My gut twists. “You sent me a few texts and left some messages. I thought there was an emergency.”

“Well, good thing there wasn’t,” she says lightly. “Seeing as how I had no way to get a hold of you.”

I grimace, move my fingers up to the spot right between my brows, and draw little circles there, trying to ease the tension. “Sorry. But I’m here now. What’s up?”

“Nothing,” she says. “I just saw we had a big storm coming in, and realized I didn’t even know where you are.”

There’s a serrated edge to her voice, almost like she’s mad at me.

But it’s not like I was keeping my location from her. I told her I was on a work trip a couple of hours away from her, and she didn’t ask for any more information.

“I’m up on Little Crescent,” I tell her now.

There’s another long pause before she says, “You guys get hit pretty bad up there?”

“Not too bad, no,” I say. “Lost some branches, but the power’s already back on, and the house I’m staying in didn’t take too much damage.”

“Good, good,” she says, distracted again.

“What about you?” I ask. “Any issues?”

“Oh, no, nothing major,” she says. “You know how it is. We’re far enough in from the coast to miss the worst of it. Heard there was some flash flooding, but we were fine.”

That we lodges itself into my heart like a tiny arrow.

I’m not sure if the we in question is her and my dad, or if it’s her and the chickens, and I’m not sure which of those possibilities would break my heart less.

I clear my throat. “Good.”

“And your friend? Hayden? He’s all right?”

“He’s good,” I assure her. “I saw him this morning. He’s fine.”

The truth, just not the whole truth.

“Well, good,” she says, like we’ve settled something. “Then I’ll let you go.”
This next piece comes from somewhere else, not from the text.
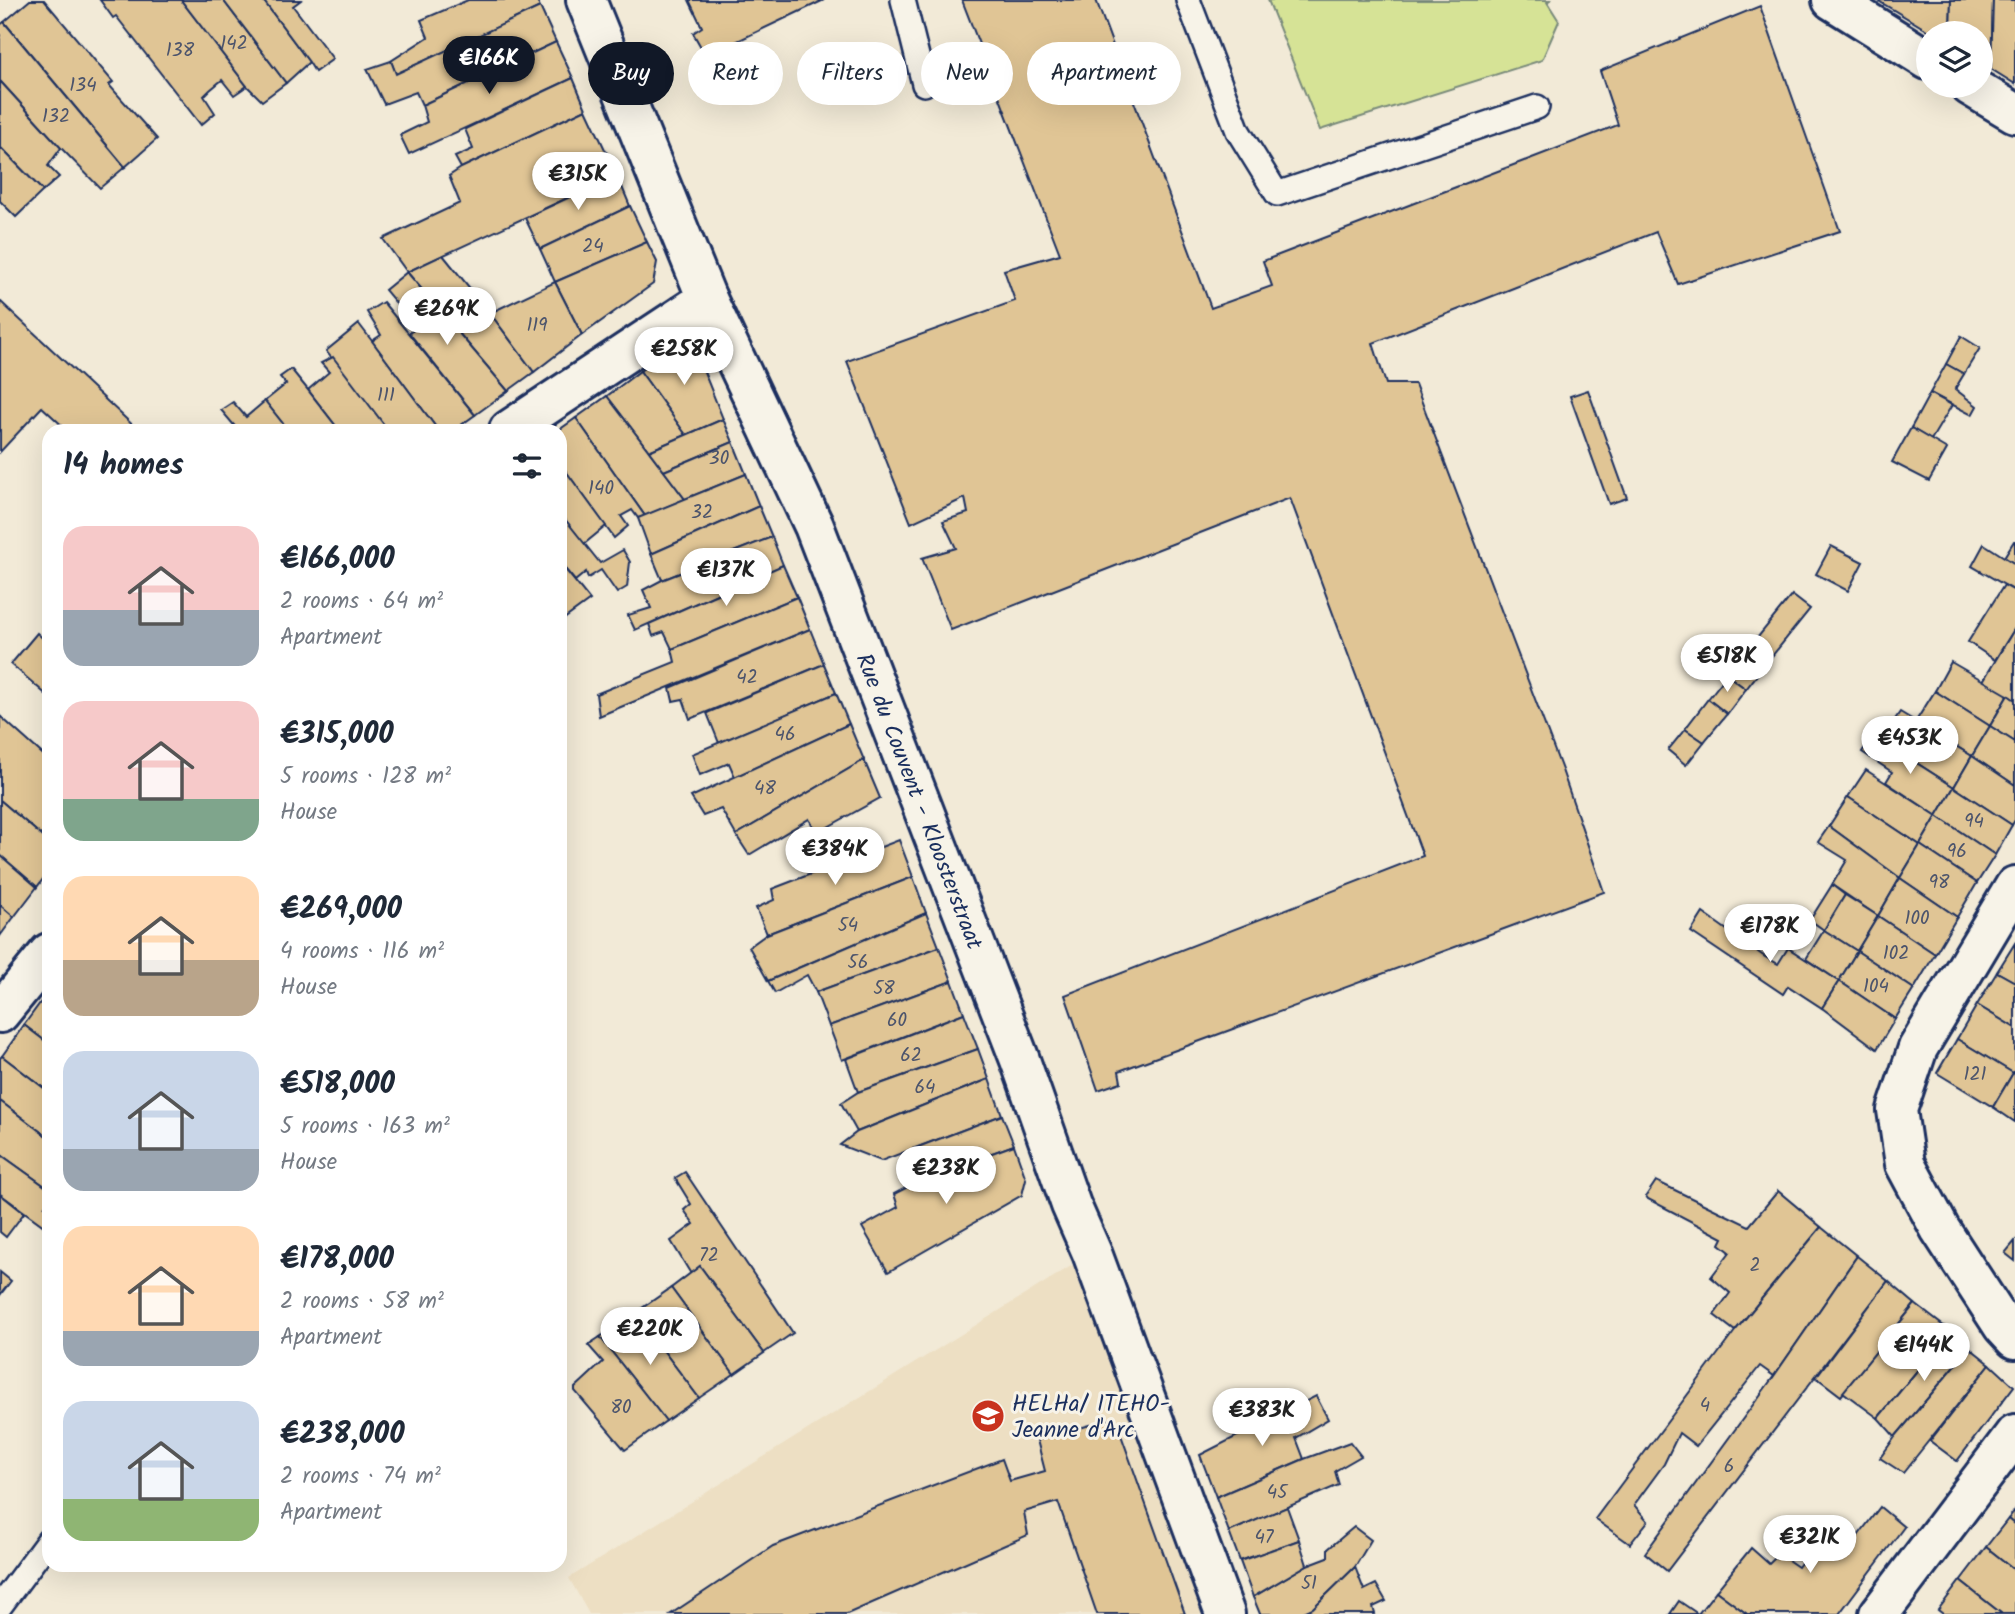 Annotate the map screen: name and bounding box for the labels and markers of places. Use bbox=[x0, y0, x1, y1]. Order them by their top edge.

“Okay, well, thanks for calling,” I say, uncertain what exactly just happened.

This is how it is sometimes between the two of us, like we each speak a different language and so have to do our best muddling through rough translations in a third language, one that’s native to neither of us.

“Yeah,” she says, then adds, a little more softly but still almost chiding, “Charge your phone, kid.”

“I will,” I promise.

She hangs up without a goodbye.


At our next session, we board the boat prepared. For one thing, I’m wearing a pair of loose linen pants and a light button-up, so my limbs are covered. For another, before we came down to the dock, Margaret doused our hands and feet in some kind of homemade concoction that Jodi swears by.

“She still on vacation?” I ask as we’re climbing into the boat, and Margaret blinks at me for a moment before averting her gaze and settling herself on the seat beside the fan.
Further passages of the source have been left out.